▸ **Records for the task**:
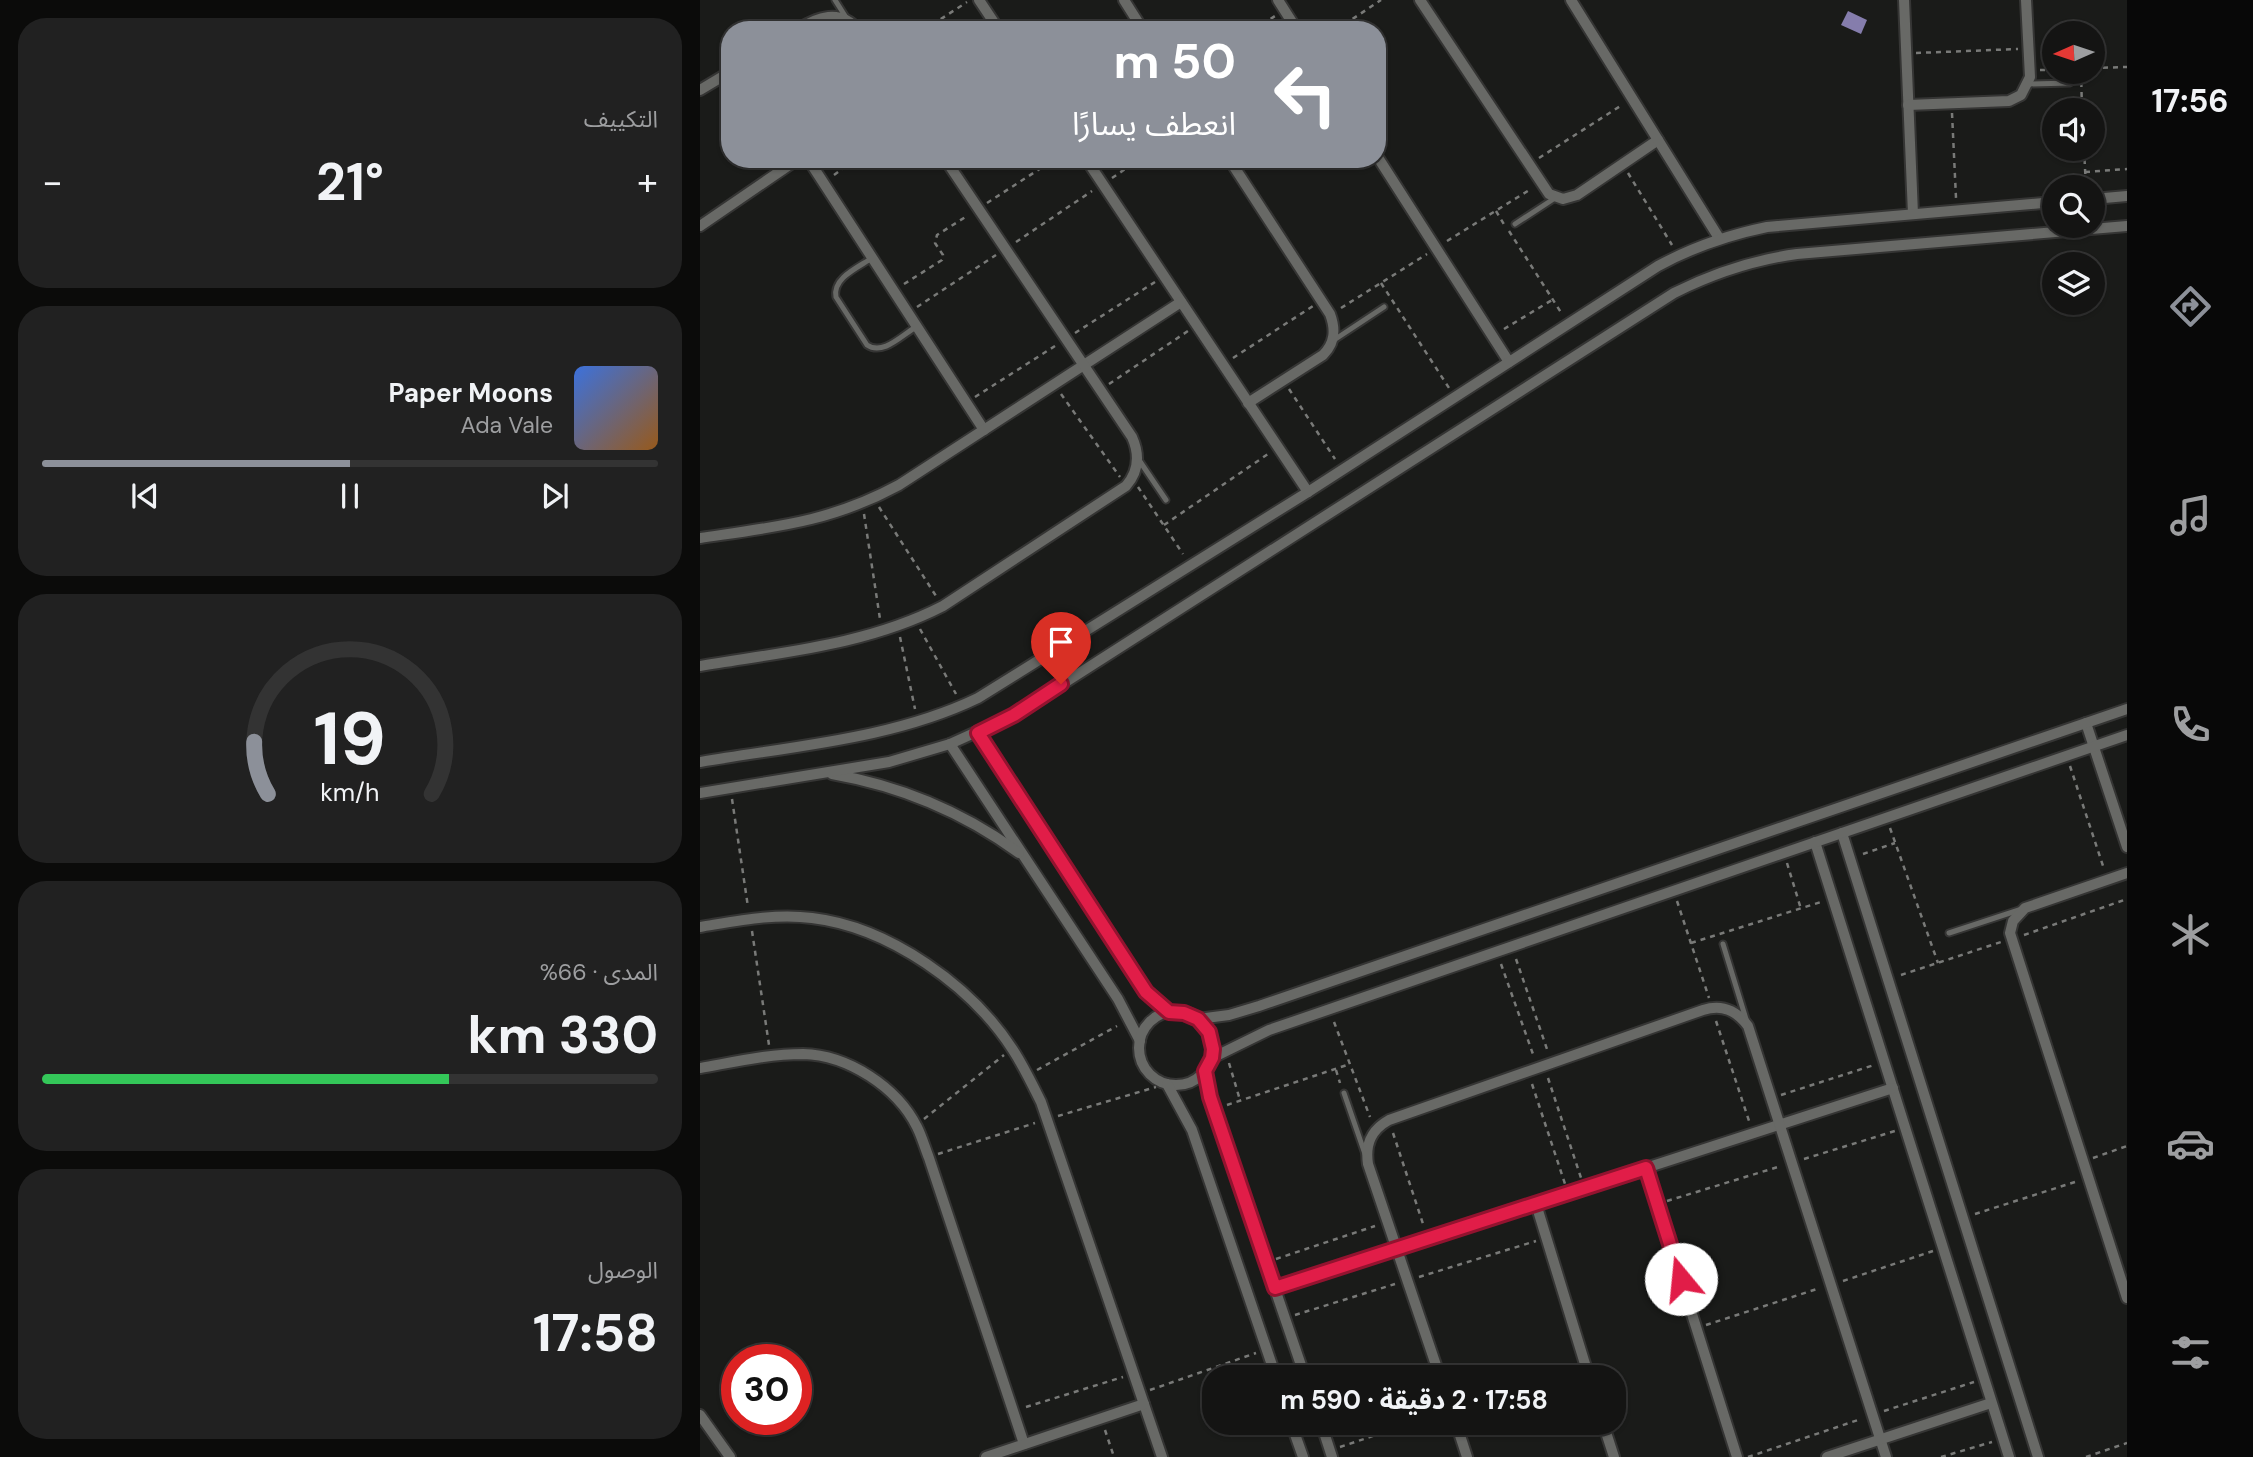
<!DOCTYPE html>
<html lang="ar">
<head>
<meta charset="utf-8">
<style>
	:root { --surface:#141413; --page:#212121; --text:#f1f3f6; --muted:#9d9ea0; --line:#333; --accent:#8c9099 }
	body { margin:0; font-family:"DM Sans","Noto Sans Arabic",sans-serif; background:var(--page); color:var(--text); direction:rtl; height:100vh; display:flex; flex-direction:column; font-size:26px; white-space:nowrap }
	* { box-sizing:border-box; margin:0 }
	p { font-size:23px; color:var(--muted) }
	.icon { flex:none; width:38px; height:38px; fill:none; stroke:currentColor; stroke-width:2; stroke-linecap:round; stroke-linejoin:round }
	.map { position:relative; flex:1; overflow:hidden; direction:ltr }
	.side { display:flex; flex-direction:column; gap:18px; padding:18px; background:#0b0b0a; width:700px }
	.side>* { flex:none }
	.top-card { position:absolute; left:21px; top:21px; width:665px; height:147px; border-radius:28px; box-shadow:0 2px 5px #0004,0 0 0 2px var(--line); direction:rtl; background:#8c9099; color:#fff; overflow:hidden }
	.needle { width:46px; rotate:267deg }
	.tools { position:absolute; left:1342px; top:21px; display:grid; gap:14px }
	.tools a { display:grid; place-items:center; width:63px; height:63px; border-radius:50%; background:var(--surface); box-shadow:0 2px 5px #0004,0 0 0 2px var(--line); font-size:35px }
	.speed { position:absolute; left:21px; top:1344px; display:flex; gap:14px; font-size:35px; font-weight:700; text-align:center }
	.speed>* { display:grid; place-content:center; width:91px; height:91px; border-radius:50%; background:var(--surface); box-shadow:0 2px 5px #0004,0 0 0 2px var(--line); line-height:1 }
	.speed .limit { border:10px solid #d22; background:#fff; color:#111 }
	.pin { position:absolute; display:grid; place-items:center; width:60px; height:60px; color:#fff; margin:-72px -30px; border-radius:50% 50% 50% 0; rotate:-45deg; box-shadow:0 0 7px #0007 }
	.pin .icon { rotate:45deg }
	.me { position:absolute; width:77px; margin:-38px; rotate:343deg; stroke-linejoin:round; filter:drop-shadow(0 0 5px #0008) }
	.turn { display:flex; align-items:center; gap:24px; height:147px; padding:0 35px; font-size:32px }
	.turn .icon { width:91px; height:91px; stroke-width:2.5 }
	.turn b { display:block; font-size:49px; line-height:60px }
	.big { font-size:52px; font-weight:700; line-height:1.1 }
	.side .card { flex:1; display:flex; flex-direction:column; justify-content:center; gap:10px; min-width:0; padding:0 24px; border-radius:28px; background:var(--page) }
	.side .dial { align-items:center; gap:0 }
	.dial svg { height:182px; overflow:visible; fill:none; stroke:var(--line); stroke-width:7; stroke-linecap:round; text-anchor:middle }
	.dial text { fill:var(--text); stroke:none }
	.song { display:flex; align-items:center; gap:21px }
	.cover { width:84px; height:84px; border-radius:10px; background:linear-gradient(135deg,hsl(220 70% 55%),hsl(30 70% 35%)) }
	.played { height:7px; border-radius:4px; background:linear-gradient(90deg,var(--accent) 50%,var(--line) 50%) }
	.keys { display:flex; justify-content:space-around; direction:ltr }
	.heat { display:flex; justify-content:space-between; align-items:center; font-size:38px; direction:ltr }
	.charge { height:10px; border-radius:5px; background:linear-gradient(90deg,#34c759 66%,var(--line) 0) }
	.trip { position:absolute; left:502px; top:1365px; width:424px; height:70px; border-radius:28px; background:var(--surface); box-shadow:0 2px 5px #0004,0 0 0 2px var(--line); font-weight:700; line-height:70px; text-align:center; direction:rtl }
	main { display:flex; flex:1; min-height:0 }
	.menu { display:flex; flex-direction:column; width:126px; justify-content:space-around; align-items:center; background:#080808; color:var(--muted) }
	.menu .icon { width:49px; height:49px }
	.menu .selected { color:var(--accent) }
	.menu b { font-size:32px; color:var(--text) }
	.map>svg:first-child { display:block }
	.building { fill:#857dac }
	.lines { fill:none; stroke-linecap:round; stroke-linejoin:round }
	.lane-casing { stroke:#353534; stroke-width:9 }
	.street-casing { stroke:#353534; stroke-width:14 }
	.path { stroke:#797a78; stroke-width:2.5; stroke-dasharray:5 5; stroke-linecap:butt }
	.lane { stroke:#686966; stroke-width:5 }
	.street { stroke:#686966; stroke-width:10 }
	.route-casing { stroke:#92132f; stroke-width:18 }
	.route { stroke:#e11d48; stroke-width:12 }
</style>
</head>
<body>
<main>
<nav class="menu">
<b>17:56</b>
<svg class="icon selected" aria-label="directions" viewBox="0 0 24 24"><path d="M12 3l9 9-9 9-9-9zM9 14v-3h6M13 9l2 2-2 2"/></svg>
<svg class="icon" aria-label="music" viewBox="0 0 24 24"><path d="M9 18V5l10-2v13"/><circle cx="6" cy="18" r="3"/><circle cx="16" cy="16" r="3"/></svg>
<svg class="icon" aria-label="phone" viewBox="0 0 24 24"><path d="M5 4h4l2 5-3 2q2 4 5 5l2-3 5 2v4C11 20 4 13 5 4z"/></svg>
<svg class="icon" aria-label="climate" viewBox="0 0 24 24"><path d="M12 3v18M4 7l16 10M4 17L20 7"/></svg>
<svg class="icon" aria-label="car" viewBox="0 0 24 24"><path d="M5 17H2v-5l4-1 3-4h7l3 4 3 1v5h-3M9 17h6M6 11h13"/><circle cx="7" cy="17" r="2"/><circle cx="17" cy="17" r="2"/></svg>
<svg class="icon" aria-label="filters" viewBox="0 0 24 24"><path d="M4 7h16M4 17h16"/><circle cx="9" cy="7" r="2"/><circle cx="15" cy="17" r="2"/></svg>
</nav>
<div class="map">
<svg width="1427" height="1457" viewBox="0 0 1427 1457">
	<rect width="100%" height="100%" fill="#1a1b19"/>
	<polygon class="building" points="1148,11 1167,20 1161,34 1141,25"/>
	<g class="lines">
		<defs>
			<g id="lane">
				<polyline points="135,0 147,19"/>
				<polyline points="1328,84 1370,83"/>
				<polyline points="815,224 855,198"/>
				<path d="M172 258C159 267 132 278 136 297L167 345C183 356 202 335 216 327"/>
				<polyline points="634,340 684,307"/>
				<polyline points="439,460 466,500"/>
				<polyline points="1249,933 1319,910"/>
				<polyline points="1023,944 1046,1019"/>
				<polyline points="644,1093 665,1154"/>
			</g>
			<g id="street">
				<polyline points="279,0 299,30"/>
				<polyline points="424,0 443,30"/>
				<polyline points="578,0 597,30"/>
				<polyline points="720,0 849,194 863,199 877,195 958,140"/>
				<polyline points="871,0 1019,238"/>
				<polyline points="1204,0 1213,214"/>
				<path d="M97 30C117 17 140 8 158 30"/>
				<polyline points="0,90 30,72"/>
				<polyline points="1208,105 1309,101 1321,95 1330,77 1326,0"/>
				<polyline points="677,156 809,362"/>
				<polyline points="108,159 284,430"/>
				<polyline points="386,159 608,492"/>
				<path d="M529 159 630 314C636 330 635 343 623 355L548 403"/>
				<polyline points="1393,199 1427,196"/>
				<polyline points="0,226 98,159"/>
				<path d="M0 538C75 527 131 522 199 485L481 302"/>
				<path d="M0 666C83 652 167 645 243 606L426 486C439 471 440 455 432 437L245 159"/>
				<polyline points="1386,723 1427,847"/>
				<polyline points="278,732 440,984 453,1000 469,1012"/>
				<polyline points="250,744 418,999 440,1041"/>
				<path d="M0 762C93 746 193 739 278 698L608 492 958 266C993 247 1028 235 1067 227L1354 202"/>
				<path d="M132 774C201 786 263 812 319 853"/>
				<path d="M0 793 189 762 250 744 314 715 974 293C1014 273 1053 260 1097 254L1427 226"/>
				<polyline points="1142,833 1338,1457"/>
				<polyline points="1115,842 1309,1457"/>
				<polyline points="1427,873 1325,908 1313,921 1310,933 1427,1298"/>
				<path d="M0 927C37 921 75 913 112 918 189 927 272 986 313 1050 324 1067 332 1084 341 1102L462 1457"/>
				<circle cx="476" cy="1048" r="37"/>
				<polyline points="498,1019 529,1015 559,1006 1427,709"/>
				<polyline points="512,1058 569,1030 1427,735"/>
				<path d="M0 1068C34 1062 68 1054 103 1054 148 1055 197 1087 217 1127 222 1137 225 1148 229 1158L324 1444"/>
				<polyline points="505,1071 514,1110 605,1377"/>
				<polyline points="467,1084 492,1130 576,1377"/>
				<polyline points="946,1168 1037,1457"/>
				<polyline points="836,1204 889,1377"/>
				<polyline points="575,1288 1193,1088"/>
				<path d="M740 1377 668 1164C665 1144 671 1130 689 1120L1003 1010C1022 1004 1036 1010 1048 1026L1186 1457"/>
				<polyline points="0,1415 30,1457"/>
				<polyline points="591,1423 603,1457"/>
				<polyline points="621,1423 632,1457"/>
				<polyline points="756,1423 767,1457"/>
				<polyline points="903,1423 914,1457"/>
				<polyline points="286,1457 444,1404"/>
				<polyline points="1127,1457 1291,1403"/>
			</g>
		</defs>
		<use href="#lane" class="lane-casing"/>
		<use href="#street" class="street-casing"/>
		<g class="path">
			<polyline points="224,30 267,2"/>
			<polyline points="554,30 575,16"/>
			<polyline points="636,30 681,0"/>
			<polyline points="1216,53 1318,49"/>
			<polyline points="1393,68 1427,67"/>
			<polyline points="1340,70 1354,70"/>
			<polyline points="1381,72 1382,110"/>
			<polyline points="1252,113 1256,198"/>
			<polyline points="1384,149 1386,187"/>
			<polyline points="839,158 922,105"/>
			<polyline points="1385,172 1427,169"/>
			<polyline points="928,173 972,245"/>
			<polyline points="134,175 156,159"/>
			<polyline points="412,178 440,159"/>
			<polyline points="287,203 355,159"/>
			<polyline points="796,211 805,226"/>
			<polyline points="809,231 862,314"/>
			<polyline points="747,241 831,189"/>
			<polyline points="316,242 392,191"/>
			<polyline points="681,283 749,388"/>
			<polyline points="204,284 242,260 243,255 235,243 237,235 267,216"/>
			<polyline points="217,307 296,255"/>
			<polyline points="641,308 727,254"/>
			<polyline points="804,329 852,300"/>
			<polyline points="375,333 455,282"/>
			<polyline points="533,358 613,306"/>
			<polyline points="409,384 488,331"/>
			<polyline points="589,389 635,459"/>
			<polyline points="361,394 420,477"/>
			<polyline points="275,397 355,346"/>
			<polyline points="438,487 483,554"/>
			<polyline points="179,507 236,596"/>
			<polyline points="164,514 180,619"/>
			<polyline points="464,525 568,454"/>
			<polyline points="220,629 256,694"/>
			<polyline points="200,637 215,709"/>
			<polyline points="1370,766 1404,869"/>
			<polyline points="32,799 48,907"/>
			<polyline points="1190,828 1238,963"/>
			<polyline points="1163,854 1195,843"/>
			<polyline points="1087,863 1101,909"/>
			<polyline points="977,901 1009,998"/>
			<polyline points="52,931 69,1045"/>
			<polyline points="1324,935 1427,899"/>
			<polyline points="991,943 1121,902"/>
			<polyline points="816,959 848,1052"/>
			<polyline points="801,964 834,1057"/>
			<polyline points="1201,975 1301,942"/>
			<polyline points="1016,1021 1049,1121"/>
			<polyline points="634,1022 670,1117"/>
			<polyline points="529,1063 540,1100"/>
			<polyline points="337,1070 417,1026"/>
			<polyline points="636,1070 640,1083"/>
			<polyline points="848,1078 881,1178"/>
			<polyline points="832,1084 865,1184"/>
			<polyline points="1081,1095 1174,1065"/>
			<polyline points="527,1105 650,1064"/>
			<polyline points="358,1116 456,1087"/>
			<polyline points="224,1119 304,1055"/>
			<polyline points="693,1133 724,1227"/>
			<polyline points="238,1154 335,1123"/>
			<polyline points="1393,1158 1427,1146"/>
			<polyline points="1104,1159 1195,1131"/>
			<polyline points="967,1201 1081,1166"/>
			<polyline points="1275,1214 1378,1181"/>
			<polyline points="576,1259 675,1226"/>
			<polyline points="719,1277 836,1241"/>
			<polyline points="1143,1281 1233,1251"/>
			<polyline points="595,1315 695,1284"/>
			<polyline points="1006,1325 1120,1288"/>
			<polyline points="848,1377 875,1368"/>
			<polyline points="450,1390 556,1353"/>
			<polyline points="326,1407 423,1377"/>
			<polyline points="1184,1411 1274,1382"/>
			<polyline points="405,1430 414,1457"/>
			<polyline points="640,1447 712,1423"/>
			<polyline points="1048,1457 1161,1419"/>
			<polyline points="1241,1457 1292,1442"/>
			<polyline points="1386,1457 1427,1443"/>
		</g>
		<use href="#lane" class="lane"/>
		<use href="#street" class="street"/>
	</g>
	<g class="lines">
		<defs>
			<polyline id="route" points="361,684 314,715 278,733 446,992 469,1012 484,1013 498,1019 509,1032 513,1049 512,1058 505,1071 510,1097 575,1288 946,1168 981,1279"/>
		</defs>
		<use href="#route" class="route-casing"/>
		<use href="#route" class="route"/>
	</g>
</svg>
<div class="tools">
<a><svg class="needle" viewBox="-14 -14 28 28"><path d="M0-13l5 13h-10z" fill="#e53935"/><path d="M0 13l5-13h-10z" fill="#9d9ea0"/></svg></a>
<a><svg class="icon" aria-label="sound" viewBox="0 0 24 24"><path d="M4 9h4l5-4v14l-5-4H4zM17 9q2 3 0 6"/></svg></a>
<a><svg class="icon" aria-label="search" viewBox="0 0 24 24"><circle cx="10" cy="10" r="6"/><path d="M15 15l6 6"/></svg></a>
<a><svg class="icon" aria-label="layers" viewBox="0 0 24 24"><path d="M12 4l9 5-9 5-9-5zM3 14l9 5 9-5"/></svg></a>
</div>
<div class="speed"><div class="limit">30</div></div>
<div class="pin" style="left:361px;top:684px;background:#d93025"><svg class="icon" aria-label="arrive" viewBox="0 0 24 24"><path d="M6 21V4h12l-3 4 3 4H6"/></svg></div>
<svg class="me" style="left:981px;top:1279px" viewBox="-20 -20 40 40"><circle r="19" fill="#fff"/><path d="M0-13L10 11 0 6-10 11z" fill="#e11d48"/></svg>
<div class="trip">17:58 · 2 دقيقة · 590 m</div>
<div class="top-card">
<div class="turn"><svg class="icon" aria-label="left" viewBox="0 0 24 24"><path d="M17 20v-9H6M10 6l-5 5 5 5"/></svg><div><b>50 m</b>انعطف يسارًا</div></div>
</div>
</div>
<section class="side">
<div class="card"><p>التكييف</p>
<div class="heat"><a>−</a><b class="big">21°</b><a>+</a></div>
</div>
<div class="card">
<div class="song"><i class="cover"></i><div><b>Paper Moons</b><p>Ada Vale</p></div></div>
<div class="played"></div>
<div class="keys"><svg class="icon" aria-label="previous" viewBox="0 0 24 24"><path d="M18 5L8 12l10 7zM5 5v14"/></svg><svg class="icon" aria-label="pause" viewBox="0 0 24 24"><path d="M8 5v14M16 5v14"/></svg><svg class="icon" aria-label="next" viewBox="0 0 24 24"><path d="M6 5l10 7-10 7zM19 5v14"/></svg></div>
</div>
<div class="card dial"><svg viewBox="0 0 100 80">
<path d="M14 69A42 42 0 1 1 86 69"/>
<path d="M14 69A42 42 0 0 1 8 46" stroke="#8c9099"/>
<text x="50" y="56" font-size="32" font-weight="700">19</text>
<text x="50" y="72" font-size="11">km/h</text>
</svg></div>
<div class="card"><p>المدى · 66%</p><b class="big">330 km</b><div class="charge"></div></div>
<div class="card"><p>الوصول</p><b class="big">17:58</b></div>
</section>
</main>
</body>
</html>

▸ **What the task asks**: Extract from the records above the lines from the one containing "display:flex; align-items:center; gap:24px;" to the one containing "display:flex; justify-content:space-around; direction:ltr", both lines included, exactly as they appear and with nothing else.

▸ **Result of the task**:
	.turn { display:flex; align-items:center; gap:24px; height:147px; padding:0 35px; font-size:32px }
	.turn .icon { width:91px; height:91px; stroke-width:2.5 }
	.turn b { display:block; font-size:49px; line-height:60px }
	.big { font-size:52px; font-weight:700; line-height:1.1 }
	.side .card { flex:1; display:flex; flex-direction:column; justify-content:center; gap:10px; min-width:0; padding:0 24px; border-radius:28px; background:var(--page) }
	.side .dial { align-items:center; gap:0 }
	.dial svg { height:182px; overflow:visible; fill:none; stroke:var(--line); stroke-width:7; stroke-linecap:round; text-anchor:middle }
	.dial text { fill:var(--text); stroke:none }
	.song { display:flex; align-items:center; gap:21px }
	.cover { width:84px; height:84px; border-radius:10px; background:linear-gradient(135deg,hsl(220 70% 55%),hsl(30 70% 35%)) }
	.played { height:7px; border-radius:4px; background:linear-gradient(90deg,var(--accent) 50%,var(--line) 50%) }
	.keys { display:flex; justify-content:space-around; direction:ltr }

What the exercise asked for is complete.